Apache 2.0.48 is available for download from
http://httpd.apache.org/download.cgi
Please see the CHANGES_2.0 file, linked from the above page, for
a full list of changes.
Apache 2.0 offers numerous enhancements, improvements, and performance
boosts over the 1.3 codebase. For an overview of new features introduced
after 1.3 please see
http://httpd.apache.org/docs-2.0/new_features_2_0.html
When upgrading or installing this version of Apache, please keep
in mind the following:
If you intend to use Apache with one of the threaded MPMs, you must
ensure that the modules (and the libraries they depend on) that you
will be using are thread-safe. Please contact the vendors of these
modules to obtain this information.
Apache 2.0.48 Major changes
Security vulnerabilities closed since Apache 2.0.47
*) SECURITY [CAN-2003-0789]: mod_cgid: Resolve some mishandling of
the AF_UNIX socket used to communicate with the cgid daemon and
the CGI script. [Jeff Trawick]
*) SECURITY [CAN-2003-0542]: Fix buffer overflows in mod_alias and
mod_rewrite which occurred if one configured a regular expression
with more than 9 captures. [André Malo]
Bugs fixed and features added since Apache 2.0.47
*) mod_include: fix segfault which occured if the filename was not
set, for example, when processing some error conditions.

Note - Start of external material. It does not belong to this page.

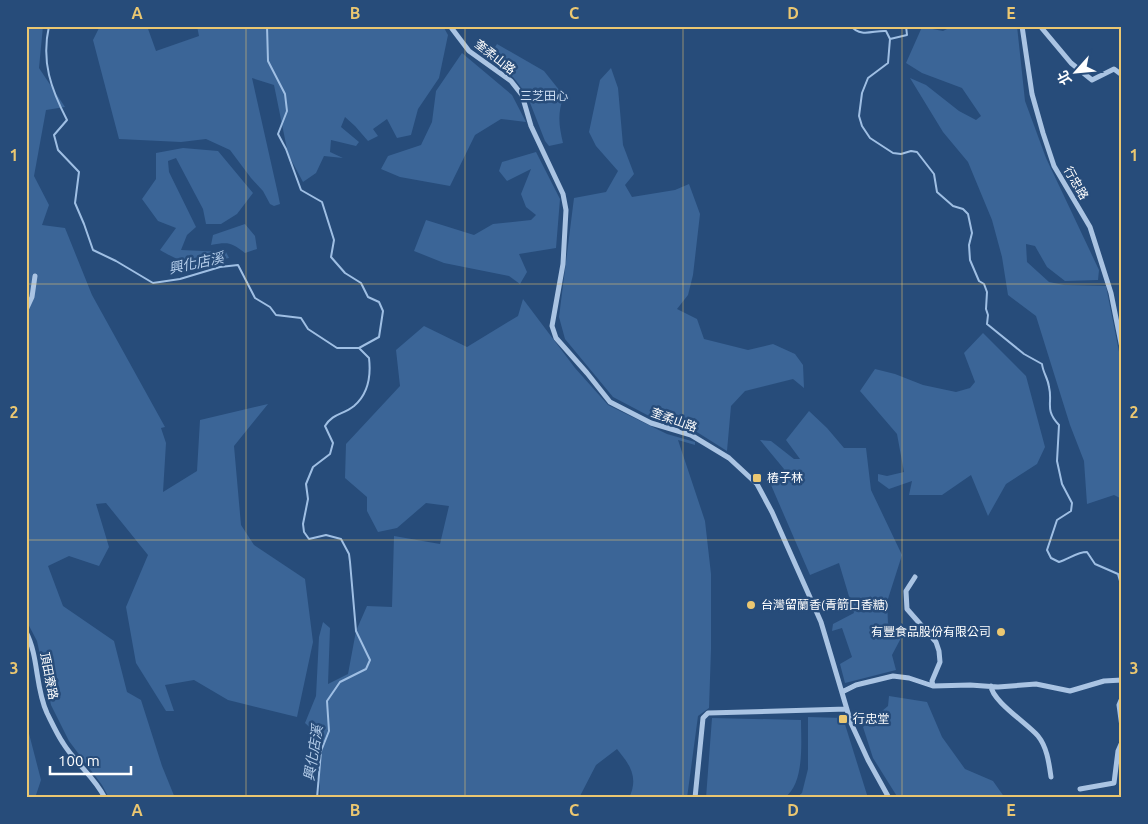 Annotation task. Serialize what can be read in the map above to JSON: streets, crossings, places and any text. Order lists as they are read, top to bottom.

PR 23836. [Brian Akins <bakins at web.turner.com>, André Malo]
*) fix the config parser to support <Foo>..</Foo> containers (no
arguments in the opening tag) supported by httpd 1.3. Without
this change mod_perl 2.0's <Perl> sections are broken.
["Philippe M. Chiasson" <gozer at cpan.org>]
*) mod_cgid: fix a hash table corruption problem which could
result in the wrong script being cleaned up at the end of a
request. [Jeff Trawick]
*) Update httpd-*.conf to be clearer in describing the connection
between AddType and AddEncoding for defining the meaning of
compressed file extensions. [Roy Fielding]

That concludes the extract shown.